→ **Try it**:
Wherever the string "content" appears in the entries below, return the line that holds it.

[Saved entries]
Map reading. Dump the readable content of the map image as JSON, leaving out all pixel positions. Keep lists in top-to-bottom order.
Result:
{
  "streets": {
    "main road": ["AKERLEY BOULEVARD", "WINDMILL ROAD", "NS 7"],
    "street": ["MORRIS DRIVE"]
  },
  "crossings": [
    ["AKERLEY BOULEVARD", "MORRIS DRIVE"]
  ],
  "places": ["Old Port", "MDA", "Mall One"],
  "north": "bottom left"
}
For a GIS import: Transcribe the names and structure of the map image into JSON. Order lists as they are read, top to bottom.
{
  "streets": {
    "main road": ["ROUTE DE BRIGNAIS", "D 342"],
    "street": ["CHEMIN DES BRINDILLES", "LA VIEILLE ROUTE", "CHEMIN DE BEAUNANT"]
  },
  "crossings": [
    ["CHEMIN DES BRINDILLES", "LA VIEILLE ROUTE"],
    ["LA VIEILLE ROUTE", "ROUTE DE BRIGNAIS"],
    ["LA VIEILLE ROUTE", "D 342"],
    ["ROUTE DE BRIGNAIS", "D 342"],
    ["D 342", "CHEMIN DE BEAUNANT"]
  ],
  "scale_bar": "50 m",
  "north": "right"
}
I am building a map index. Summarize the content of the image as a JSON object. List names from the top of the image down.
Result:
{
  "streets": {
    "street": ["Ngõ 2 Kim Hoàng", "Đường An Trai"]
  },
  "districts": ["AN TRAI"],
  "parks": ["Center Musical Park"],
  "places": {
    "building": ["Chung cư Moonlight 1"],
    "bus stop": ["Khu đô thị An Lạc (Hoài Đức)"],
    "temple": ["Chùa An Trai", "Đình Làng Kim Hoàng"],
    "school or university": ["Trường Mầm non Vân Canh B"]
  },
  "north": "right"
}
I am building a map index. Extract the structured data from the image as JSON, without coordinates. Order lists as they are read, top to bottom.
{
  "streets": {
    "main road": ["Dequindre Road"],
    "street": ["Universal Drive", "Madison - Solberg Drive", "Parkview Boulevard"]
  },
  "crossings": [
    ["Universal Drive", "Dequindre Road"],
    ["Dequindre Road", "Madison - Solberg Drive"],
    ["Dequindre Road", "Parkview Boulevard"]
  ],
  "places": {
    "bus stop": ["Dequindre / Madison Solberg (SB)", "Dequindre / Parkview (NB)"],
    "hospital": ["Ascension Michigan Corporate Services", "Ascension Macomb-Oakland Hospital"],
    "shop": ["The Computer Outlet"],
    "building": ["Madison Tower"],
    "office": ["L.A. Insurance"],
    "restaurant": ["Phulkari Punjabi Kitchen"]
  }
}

→ **Solution to this task**:
Map reading. Dump the readable content of the map image as JSON, leaving out all pixel positions. Keep lists in top-to-bottom order.
I am building a map index. Summarize the content of the image as a JSON object. List names from the top of the image down.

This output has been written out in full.